[PROBLEM REQUIREMENTS]:
Locate the word "Rudolf" in the material, then show every line that holds it.

[MATERIAL PROVIDED]:
· · · ·
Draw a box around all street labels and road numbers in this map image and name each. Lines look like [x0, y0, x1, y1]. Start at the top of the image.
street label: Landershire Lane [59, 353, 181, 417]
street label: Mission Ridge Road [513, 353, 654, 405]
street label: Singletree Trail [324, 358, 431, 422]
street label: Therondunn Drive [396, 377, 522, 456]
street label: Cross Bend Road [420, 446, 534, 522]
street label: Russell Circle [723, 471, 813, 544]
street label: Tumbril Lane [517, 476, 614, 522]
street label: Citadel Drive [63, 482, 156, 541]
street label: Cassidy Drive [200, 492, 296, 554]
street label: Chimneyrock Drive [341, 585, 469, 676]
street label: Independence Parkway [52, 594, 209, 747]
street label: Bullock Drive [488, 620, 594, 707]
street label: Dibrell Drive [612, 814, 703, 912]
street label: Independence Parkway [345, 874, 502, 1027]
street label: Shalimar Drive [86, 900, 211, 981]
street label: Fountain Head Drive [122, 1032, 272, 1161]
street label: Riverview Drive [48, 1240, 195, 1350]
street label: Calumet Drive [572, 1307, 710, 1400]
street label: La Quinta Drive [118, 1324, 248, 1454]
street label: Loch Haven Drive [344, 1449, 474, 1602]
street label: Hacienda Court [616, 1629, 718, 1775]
· · · ·
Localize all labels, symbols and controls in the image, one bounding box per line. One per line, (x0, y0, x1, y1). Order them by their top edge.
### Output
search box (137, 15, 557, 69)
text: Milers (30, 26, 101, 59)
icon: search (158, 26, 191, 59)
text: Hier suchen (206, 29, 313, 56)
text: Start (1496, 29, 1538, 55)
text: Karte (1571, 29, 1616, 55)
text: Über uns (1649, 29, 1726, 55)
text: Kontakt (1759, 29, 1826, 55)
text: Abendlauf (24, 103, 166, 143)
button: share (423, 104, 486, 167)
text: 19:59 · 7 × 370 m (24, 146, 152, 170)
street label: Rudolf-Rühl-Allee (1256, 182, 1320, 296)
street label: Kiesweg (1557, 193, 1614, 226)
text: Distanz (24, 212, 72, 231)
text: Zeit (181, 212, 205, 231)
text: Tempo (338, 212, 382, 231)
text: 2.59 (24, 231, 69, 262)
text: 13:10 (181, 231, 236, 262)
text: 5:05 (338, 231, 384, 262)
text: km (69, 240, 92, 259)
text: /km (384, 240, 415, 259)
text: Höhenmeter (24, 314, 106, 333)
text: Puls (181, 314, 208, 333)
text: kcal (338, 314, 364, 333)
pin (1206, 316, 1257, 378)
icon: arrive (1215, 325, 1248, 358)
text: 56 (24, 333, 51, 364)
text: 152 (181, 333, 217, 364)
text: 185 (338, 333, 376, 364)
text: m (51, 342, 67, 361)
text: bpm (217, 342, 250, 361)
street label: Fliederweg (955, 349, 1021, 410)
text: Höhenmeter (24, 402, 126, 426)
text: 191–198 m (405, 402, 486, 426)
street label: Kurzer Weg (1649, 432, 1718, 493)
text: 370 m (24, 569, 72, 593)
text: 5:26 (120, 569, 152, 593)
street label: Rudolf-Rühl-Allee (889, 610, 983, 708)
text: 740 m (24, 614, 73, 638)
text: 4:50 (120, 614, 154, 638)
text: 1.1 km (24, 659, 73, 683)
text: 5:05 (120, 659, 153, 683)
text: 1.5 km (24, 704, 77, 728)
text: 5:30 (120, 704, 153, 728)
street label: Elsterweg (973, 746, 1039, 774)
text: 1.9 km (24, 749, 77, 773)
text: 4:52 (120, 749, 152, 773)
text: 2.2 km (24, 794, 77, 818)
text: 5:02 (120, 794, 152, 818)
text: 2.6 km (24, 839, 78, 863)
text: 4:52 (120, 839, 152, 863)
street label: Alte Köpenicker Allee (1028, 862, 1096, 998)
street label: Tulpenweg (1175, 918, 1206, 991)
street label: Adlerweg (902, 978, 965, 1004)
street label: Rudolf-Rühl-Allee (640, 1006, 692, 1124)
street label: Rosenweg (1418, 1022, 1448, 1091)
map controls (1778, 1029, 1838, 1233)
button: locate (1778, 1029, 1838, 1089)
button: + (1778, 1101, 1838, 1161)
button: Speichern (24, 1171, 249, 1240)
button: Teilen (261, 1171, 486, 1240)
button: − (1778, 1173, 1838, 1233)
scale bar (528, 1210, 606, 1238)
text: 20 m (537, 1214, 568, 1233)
· · · ·
[ANSWER FOR THE TASK]:
street label: Rudolf-Rühl-Allee (1256, 182, 1320, 296)
street label: Rudolf-Rühl-Allee (889, 610, 983, 708)
street label: Rudolf-Rühl-Allee (640, 1006, 692, 1124)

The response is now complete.